Hi, I have been trying to make HMM work wit the newest possible setup. There have been a few topics about HMM support on the forum before, but none of them had any follow-ups. I have investigated the Nvidia drivers, and there already seems to be support for HMM, however I didn’t manage to make it work.
My setup: CUDA 9.1.85, NVIDIA driver 387.26, Linux 4.14.5 (Ubuntu build), GTX 1050 Ti and GTX 1080 Ti.

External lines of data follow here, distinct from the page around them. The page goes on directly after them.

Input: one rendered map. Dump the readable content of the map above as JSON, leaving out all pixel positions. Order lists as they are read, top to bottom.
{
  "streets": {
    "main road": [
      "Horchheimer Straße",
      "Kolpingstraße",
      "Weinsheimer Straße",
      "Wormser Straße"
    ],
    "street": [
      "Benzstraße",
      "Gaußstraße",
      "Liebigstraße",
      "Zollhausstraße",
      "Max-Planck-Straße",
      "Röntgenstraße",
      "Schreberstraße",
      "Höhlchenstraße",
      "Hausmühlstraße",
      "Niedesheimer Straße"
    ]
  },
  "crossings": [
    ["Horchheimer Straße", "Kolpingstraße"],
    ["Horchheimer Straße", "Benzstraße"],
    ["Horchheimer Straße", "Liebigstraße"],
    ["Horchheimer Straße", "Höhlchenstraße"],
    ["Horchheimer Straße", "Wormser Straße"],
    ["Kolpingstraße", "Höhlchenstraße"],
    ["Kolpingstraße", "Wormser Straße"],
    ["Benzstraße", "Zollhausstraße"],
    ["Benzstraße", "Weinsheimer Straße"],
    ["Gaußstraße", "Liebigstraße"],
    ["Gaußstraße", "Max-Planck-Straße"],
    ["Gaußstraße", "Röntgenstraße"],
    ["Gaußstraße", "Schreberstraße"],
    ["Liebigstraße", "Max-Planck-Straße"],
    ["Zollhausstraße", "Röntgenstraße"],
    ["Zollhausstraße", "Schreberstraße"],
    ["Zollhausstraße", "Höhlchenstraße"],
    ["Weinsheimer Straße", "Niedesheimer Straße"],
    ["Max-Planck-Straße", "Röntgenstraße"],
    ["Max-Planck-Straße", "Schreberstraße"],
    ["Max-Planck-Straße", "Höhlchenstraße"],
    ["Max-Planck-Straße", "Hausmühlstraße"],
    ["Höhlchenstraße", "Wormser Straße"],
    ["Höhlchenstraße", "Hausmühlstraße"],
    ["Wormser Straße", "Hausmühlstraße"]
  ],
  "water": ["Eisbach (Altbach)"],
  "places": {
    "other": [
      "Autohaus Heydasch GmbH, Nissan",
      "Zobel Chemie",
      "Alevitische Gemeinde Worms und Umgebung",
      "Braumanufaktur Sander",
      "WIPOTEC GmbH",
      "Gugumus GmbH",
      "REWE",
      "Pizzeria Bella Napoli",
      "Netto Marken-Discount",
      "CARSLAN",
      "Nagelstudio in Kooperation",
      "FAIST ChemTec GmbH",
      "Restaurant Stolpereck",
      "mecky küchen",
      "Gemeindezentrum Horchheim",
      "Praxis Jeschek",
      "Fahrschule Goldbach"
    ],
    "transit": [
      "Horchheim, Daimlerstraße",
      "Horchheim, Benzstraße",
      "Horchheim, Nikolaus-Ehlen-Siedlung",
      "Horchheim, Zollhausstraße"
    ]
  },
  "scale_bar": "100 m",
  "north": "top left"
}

First I checked the HMM support in the kernel:
grep HMM /boot/config-4.14.5-041405-generic
CONFIG_ARCH_HAS_HMM=y
CONFIG_HMM=y
CONFIG_HMM_MIRROR=y
Then I modified the nvidia-uvm module sources and recompiled the module to enable HMM support, reinserted it with the required parameters, and made sure that the hmm correctly enabled using uvm_hmm_is_enabled:
// You need all of these things, in order to actually run HMM:
//
// 1) An HMM kernel, with CONFIG_HMM set.
//
// 2) UVM Kernel module parameter set: uvm_hmm=1
//
// 3) ATS must not be enabled
//
bool uvm_hmm_is_enabled(void)
{
return (uvm_hmm != 0) && (uvm8_ats_mode == 0);
}
Got a small example to test the HMM:
$ cat ./hmm-test.cu
#include <stdio.h>
__global__ void
compute_this(int *pDataFromCpu)
{
atomicAdd(pDataFromCpu, 1);
}
int main(void)
{
int *pData = (int*)malloc(sizeof(int));
*pData = 1;
compute_this<<<1,1024>>>(pData);
if (cudaDeviceSynchronize() != cudaSuccess)
printf("Error \n");
printf("Results: %d\n", *pData);
free(pData);
return 0;
}
$ /usr/local/cuda-9.1/bin/nvcc -gencode arch=compute_61,code=sm_61 hmm-test.cu -o hmm-test
$ ./hmm-test
Error
Results: 1
The corresponding dmesg is:
[Thu Dec 14 19:04:40 2017] nvidia-uvm: Unloaded the UVM driver in 8 mode
[Thu Dec 14 19:04:43 2017] nvidia-uvm: Loaded the UVM driver in 8 mode, major device number 238
[Thu Dec 14 19:04:49 2017] NVRM: Xid (PCI:0000:01:00): 31, Ch 00000038, engmask 00000101, intr 10000000
When I try to ftrace the nvidia-uvm module, it successfully calls into linux kernel’s hmm functions, namel:
hmm_device_new()
hmm_device_put()
hmm_device_release(
hmm_mirror_register()
hmm_mirror_unregister()
and gets callbacks through .sync_cpu_device_pagetables = &mirror_sync_cpu_device_pagetables; however this callback is not implemented in the nvidia-uvm driver. This is a small sample of address ranges from the sync callback:
mirror_sync_cpu_device_pagetables: type: 0, 0x00007f21bef3c000 - 0x00007f21c0000000
mirror_sync_cpu_device_pagetables: type: 0, 0x00007f21dee00000 - 0x00007f21df000000
mirror_sync_cpu_device_pagetables: type: 0, 0x00007f21d0000000 - 0x00007f21def3b000
mirror_sync_cpu_device_pagetables: type: 0, 0x00007f21d5f39000 - 0x00007f21d8000000
mirror_sync_cpu_device_pagetables: type: 0, 0x00007f21dc000000 - 0x00007f21ddf39000
mirror_sync_cpu_device_pagetables: type: 0, 0x00007f21d8000000 - 0x00007f21d8200000
...
Is there a way to make the current nvidia-uvm module and CUDA runtime work with Linux HMM, given that the code is already present in the driver, and can easily be enabled?